Jakarta, Sriwijaya Media – Pengamat Politik Studi Demokrasi Rakyat (SDR) Hari Purwanto menilai adanya pro dan kontra dari semua isu yang ada dalam kehidupan berbangsa dan bernegara itu adalah hal biasa.
Terpenting ialah negara harus hadir sesuai dengan potongan Alinea ke 4 Pembukaan UUD 1945: “Kemudian daripada itu untuk membentuk suatu Pemerintah Negara Indonesia yang melindungi segenap bangsa Indonesia dan seluruh tumpah darah Indonesia dan untuk memajukan kesejahteraan umum, mencerdaskan kehidupan bangsa, dan ikut melaksanakan ketertiban dunia yang berdasarkan kemerdekaan, perdamaian abadi dan keadilan sosial,”.
Terkait isu kelangkaan minyak goreng (migor), kata Hari, jangan menjadi “State Brutality”. Salah satu contoh adalah Menteri perdagangan kalah dengan mafia migor.

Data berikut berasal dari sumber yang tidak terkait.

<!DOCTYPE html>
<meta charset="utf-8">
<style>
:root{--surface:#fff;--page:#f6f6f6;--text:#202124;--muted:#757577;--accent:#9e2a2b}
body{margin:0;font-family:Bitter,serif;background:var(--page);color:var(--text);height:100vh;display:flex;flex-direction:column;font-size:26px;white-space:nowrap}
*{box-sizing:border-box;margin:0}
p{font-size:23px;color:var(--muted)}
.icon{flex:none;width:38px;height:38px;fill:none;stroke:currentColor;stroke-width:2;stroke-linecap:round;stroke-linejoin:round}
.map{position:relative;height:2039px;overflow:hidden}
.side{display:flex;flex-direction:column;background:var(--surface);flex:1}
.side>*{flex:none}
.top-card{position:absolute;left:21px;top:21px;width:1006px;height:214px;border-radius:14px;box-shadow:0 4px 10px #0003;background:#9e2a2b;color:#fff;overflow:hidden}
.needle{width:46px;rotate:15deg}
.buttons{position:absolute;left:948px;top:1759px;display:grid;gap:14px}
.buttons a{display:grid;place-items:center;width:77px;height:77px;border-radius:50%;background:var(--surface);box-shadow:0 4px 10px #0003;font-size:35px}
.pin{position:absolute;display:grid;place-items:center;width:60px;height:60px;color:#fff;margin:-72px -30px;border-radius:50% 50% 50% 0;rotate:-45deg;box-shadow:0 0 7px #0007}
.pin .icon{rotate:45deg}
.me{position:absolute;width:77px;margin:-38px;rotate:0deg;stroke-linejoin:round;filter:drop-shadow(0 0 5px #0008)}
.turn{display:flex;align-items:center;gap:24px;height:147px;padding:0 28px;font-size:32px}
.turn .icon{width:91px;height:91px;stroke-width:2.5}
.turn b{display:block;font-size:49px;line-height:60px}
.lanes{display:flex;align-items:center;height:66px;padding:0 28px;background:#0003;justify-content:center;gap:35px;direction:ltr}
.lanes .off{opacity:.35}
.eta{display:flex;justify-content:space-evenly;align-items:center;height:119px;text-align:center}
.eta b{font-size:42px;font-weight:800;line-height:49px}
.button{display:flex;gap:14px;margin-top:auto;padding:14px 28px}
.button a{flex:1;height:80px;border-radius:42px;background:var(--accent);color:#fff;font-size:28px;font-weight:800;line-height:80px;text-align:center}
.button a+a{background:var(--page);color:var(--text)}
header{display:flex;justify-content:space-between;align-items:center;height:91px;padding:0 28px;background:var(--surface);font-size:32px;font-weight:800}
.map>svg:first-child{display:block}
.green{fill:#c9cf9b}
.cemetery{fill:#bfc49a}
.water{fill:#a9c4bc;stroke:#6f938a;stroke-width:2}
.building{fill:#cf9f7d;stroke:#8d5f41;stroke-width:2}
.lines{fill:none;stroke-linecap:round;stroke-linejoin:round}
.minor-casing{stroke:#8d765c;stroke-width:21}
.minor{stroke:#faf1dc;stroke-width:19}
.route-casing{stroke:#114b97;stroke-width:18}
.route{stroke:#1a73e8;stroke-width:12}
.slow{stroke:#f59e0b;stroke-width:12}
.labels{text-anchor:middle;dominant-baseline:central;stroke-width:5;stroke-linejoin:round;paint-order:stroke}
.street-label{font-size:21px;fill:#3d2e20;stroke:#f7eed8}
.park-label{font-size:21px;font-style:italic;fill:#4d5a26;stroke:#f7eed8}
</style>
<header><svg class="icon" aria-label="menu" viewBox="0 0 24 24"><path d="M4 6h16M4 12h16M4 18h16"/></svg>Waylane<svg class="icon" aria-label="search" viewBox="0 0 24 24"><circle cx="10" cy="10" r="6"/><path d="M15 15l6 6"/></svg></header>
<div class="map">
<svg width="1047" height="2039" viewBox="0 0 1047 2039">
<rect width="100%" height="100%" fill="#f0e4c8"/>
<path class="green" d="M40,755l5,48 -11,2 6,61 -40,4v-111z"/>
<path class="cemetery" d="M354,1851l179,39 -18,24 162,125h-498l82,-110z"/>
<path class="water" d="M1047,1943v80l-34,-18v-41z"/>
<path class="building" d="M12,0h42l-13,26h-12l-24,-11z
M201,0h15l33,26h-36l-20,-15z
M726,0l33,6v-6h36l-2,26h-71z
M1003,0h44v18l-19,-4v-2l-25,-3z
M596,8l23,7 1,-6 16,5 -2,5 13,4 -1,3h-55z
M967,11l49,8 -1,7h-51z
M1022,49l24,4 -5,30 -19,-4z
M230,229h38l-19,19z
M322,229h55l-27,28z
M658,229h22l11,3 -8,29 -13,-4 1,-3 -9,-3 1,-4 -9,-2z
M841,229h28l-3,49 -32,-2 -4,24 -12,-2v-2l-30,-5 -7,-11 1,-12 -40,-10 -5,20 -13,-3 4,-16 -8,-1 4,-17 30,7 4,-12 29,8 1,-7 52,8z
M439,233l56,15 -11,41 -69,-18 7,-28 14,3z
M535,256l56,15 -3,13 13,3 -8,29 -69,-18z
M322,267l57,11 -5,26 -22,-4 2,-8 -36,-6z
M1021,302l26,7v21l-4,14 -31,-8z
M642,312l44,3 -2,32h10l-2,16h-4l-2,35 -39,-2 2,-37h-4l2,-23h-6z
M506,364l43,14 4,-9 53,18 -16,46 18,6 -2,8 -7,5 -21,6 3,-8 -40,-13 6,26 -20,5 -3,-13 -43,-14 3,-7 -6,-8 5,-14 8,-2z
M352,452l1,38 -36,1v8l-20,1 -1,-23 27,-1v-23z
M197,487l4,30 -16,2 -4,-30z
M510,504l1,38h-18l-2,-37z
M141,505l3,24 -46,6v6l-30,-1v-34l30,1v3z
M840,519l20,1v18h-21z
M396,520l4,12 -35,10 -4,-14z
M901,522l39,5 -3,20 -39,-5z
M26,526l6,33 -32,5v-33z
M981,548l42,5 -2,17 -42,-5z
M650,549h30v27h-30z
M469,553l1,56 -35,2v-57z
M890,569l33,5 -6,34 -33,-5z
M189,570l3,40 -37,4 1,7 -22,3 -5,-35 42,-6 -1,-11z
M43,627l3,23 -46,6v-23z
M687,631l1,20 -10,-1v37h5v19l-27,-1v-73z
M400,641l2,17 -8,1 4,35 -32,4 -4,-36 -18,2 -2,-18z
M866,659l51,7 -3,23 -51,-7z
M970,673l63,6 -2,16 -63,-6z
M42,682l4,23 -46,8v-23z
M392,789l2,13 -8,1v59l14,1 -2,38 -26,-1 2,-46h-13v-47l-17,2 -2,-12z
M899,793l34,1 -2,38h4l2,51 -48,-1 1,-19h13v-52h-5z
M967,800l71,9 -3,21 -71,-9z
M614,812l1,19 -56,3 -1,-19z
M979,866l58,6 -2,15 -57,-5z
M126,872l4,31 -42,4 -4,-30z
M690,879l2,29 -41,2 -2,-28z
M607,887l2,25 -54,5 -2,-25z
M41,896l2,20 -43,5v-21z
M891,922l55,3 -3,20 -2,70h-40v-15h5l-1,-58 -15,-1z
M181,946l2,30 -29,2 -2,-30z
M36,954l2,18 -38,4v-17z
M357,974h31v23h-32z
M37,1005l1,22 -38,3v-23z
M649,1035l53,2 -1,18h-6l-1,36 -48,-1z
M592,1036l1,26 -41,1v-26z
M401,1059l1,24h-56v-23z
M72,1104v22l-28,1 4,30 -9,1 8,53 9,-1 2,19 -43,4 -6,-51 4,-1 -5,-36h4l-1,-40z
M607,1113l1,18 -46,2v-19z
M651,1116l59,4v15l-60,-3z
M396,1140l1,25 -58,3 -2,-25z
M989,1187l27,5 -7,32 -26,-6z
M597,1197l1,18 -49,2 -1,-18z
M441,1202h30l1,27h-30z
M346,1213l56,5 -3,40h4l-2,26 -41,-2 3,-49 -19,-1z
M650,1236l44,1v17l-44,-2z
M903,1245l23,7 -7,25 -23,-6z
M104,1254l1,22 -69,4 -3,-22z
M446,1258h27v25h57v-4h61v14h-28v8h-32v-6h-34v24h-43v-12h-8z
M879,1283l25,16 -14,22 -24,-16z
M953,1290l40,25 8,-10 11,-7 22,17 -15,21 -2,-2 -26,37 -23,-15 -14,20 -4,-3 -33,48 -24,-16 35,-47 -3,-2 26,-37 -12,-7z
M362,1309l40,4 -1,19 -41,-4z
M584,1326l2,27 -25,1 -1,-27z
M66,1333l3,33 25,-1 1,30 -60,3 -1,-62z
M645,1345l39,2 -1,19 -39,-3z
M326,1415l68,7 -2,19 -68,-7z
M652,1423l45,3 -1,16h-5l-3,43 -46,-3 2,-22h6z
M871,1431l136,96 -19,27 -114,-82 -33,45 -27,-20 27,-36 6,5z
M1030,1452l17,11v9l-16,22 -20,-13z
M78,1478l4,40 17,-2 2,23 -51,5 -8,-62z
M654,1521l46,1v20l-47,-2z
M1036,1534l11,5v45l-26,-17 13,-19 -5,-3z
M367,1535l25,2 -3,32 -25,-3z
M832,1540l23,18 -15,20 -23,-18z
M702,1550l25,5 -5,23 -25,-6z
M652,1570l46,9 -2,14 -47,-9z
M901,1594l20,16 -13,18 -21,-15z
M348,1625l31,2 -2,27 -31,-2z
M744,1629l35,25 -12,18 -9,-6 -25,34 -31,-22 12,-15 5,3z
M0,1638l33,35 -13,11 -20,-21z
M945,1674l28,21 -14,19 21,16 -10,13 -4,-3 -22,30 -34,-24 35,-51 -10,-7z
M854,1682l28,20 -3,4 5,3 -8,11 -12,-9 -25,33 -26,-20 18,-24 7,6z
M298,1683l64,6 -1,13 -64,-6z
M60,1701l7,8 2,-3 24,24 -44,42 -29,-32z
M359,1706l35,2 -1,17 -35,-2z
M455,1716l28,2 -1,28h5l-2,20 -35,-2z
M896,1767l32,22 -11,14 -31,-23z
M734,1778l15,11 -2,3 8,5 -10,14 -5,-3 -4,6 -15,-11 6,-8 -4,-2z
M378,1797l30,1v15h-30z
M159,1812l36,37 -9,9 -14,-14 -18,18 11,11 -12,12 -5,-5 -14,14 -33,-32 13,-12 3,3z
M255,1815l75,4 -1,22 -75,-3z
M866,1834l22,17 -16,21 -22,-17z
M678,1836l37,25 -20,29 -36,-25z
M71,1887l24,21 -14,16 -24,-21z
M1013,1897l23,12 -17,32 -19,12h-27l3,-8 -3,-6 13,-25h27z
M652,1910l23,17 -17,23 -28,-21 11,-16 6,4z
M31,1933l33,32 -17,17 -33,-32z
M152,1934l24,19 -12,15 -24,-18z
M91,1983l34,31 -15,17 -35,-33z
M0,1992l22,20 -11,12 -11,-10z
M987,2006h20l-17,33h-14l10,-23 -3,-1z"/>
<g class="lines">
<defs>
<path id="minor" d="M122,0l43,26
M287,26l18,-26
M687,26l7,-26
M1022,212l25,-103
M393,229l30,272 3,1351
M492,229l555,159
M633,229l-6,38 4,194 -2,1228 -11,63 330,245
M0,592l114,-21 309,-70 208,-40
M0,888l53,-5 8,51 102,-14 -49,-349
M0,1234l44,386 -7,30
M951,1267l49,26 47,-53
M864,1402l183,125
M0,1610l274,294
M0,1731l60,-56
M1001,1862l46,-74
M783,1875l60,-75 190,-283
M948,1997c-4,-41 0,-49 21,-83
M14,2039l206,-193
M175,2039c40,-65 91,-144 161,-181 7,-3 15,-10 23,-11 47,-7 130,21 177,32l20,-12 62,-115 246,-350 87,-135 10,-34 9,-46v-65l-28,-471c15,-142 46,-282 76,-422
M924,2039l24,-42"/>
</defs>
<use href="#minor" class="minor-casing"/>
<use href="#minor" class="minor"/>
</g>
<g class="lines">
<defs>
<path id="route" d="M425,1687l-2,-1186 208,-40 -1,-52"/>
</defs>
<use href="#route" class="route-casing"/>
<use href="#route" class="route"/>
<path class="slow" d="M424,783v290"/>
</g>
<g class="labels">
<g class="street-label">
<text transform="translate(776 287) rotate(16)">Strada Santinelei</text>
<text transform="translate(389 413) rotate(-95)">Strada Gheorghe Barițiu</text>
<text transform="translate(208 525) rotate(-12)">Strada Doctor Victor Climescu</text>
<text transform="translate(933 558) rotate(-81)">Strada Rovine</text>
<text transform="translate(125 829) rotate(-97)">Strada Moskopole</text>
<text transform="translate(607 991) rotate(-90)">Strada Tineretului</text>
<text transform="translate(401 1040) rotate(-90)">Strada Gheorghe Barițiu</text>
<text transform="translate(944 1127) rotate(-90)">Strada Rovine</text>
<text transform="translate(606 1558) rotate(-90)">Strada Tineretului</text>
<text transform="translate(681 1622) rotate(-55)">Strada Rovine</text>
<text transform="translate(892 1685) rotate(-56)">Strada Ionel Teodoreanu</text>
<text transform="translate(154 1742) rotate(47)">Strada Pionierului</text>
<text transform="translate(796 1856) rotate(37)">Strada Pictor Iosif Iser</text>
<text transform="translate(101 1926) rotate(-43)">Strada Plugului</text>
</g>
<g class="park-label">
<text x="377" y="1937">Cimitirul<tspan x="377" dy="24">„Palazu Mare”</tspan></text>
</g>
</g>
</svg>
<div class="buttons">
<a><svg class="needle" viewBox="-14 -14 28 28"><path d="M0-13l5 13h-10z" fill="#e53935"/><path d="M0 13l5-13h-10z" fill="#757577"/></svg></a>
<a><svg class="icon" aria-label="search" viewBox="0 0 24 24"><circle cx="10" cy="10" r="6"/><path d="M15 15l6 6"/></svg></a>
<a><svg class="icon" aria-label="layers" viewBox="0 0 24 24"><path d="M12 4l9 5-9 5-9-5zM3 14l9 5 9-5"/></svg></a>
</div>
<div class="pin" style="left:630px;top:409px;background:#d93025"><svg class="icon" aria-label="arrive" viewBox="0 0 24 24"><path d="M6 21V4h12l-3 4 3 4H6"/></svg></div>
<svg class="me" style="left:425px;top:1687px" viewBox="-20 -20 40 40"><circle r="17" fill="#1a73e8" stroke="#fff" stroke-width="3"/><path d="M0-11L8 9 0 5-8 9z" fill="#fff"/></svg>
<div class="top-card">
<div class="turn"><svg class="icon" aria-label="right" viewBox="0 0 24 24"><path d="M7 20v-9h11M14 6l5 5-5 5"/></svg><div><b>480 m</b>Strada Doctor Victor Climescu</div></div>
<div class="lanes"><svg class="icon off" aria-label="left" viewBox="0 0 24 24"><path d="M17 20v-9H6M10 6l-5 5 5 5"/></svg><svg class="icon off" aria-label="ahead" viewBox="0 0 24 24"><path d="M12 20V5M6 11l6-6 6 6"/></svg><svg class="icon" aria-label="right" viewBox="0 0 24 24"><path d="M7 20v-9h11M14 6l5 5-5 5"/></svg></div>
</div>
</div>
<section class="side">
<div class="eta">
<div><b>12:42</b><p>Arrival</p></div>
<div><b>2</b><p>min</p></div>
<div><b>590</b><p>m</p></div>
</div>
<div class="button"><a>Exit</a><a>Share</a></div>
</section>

“Lalu apa peran dan fungsinya jika kalah dengan mafia, sama saja mempermalukan kabinet dan Presiden. Kemudian buat apa disumpah bekerja segenap jiwa dan raga yang akhirnya hanya jadi “Lips Service”. Meminjam istilah Malcom X “Kebenaran Ada Di Pihak Yang Tertindas”,” terang Hari, Selasa (22/3/2022).
Menurut Hari, jika Mendag menyerah, maka mengangkat bendera putih. Pilihannya adalah mundur dari jabatan. Solusinya adalah Presiden harus segera mengkonsolidasi anak buahnya serta para pengusaha.
“Jangan sampai ada pemahaman “State Brutality” dalam persoalan harga dan kelangkaan minyak goreng. Dengan sandiwara para pemangku kebijakan,” terangnya.
Disisi lain, Hari Purwanto juga menyoroti pro dan kontra Ibu Kota Negara (IKN) Nusantara yang pindah ke Kaltim. Kata dia, tentunya dengan sudah terbitnya UU IKN semua warganegara wajib untuk mendukung dan optimis dengan pembangunannya.
“Proses pengawalan tetap harus dilakukan agar sesuai perencanaan. Meskipun pelaksanaannya belum menuju sempurna tentunya semua stakeholder harus berperan sesuai dengan tupoksi nya sesuai pembukaan UUD 1945,” bebernya.
Sementara itu, isu lainnya yang sedang trending beberapa hari lalu terkait putusan pengadilan yang membebaskan dua anggota Polisi pada kasus penembakan KM 50.
Hari Purwanto menjelaskan bahwa putusan hukum dan fakta persidangan harus diterima semua pihak. Sebab tupoksi kepolisian bila ada perlawanan tentunya harus menjaga diri.
“Hakim memvonis bebas atas dasar fakta-fakta bukan karena tekanan,” jelasnya.(irawan)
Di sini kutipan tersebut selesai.